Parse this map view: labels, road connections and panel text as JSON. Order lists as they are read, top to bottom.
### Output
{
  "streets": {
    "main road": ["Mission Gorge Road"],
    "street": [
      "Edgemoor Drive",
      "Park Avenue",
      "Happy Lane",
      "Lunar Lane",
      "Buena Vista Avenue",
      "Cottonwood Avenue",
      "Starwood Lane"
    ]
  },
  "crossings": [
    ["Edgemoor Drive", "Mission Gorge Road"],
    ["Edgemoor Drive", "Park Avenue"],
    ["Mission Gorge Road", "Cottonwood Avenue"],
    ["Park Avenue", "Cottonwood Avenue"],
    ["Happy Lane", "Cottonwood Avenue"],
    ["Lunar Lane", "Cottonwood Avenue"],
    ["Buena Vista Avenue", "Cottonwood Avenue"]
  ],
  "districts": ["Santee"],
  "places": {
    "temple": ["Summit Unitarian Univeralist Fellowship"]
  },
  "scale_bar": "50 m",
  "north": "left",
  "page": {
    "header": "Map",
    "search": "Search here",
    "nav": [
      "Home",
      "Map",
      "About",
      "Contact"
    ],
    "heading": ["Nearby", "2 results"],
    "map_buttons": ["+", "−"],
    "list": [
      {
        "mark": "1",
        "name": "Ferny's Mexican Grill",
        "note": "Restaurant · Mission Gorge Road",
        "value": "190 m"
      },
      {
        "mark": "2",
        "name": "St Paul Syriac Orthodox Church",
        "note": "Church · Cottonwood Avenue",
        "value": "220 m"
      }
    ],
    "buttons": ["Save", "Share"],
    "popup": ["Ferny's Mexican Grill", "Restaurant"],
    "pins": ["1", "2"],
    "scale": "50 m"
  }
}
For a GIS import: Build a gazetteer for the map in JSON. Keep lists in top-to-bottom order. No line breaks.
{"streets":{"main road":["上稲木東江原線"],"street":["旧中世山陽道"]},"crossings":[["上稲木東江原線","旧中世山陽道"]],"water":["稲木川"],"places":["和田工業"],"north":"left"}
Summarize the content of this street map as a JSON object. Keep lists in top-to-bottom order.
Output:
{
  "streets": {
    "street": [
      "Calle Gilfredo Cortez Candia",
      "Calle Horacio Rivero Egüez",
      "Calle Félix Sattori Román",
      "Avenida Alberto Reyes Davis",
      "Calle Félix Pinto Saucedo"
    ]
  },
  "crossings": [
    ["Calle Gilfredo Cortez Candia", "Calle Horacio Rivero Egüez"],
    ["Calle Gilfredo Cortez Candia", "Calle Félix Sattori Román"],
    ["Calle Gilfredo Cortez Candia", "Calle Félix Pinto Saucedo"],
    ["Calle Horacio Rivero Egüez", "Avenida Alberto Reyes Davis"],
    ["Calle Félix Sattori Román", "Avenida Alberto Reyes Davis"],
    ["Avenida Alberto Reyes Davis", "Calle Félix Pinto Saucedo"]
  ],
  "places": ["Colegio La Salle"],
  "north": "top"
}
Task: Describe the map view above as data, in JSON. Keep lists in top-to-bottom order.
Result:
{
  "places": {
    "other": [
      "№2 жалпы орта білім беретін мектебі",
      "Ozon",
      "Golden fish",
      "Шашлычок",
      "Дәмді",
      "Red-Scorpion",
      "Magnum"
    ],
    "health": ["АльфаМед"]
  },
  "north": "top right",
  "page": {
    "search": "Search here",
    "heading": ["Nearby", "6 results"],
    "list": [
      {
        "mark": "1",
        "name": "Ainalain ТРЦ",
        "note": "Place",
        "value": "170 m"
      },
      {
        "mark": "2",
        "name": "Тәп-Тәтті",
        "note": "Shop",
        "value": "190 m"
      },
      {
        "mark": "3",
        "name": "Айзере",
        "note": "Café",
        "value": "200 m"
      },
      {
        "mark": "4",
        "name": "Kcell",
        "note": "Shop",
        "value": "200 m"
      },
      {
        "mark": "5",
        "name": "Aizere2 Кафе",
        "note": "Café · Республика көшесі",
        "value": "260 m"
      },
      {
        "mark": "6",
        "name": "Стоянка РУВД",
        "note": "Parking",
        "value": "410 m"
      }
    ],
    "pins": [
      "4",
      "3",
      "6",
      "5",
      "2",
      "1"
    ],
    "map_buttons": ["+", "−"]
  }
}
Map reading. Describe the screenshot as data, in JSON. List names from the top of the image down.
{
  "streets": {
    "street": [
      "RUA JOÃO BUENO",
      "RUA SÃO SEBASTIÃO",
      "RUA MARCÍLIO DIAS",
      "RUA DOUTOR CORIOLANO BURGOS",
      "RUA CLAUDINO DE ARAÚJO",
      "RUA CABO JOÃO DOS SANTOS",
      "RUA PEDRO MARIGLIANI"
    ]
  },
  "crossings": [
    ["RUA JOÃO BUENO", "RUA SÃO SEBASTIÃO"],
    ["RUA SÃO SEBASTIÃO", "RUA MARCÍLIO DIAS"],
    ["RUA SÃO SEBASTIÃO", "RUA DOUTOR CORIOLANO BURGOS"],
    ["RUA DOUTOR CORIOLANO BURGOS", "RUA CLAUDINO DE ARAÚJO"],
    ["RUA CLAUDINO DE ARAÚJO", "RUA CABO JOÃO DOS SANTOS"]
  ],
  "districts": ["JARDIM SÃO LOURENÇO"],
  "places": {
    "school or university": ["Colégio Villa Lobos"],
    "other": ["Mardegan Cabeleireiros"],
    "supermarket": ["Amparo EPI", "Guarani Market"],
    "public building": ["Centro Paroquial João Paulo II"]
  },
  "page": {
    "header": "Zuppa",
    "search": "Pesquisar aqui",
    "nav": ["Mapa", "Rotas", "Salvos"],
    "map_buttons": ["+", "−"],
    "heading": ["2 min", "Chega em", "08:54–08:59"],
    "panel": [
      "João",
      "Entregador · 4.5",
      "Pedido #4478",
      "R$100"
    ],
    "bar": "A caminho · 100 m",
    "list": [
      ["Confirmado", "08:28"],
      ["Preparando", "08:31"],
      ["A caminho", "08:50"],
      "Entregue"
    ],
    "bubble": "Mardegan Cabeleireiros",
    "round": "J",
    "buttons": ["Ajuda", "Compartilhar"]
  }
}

****************

TASK BRIEF: Which lines of the records contain "Describe"? Show each of them.

EXERCISE SOLUTION:
Task: Describe the map view above as data, in JSON. Keep lists in top-to-bottom order.
Map reading. Describe the screenshot as data, in JSON. List names from the top of the image down.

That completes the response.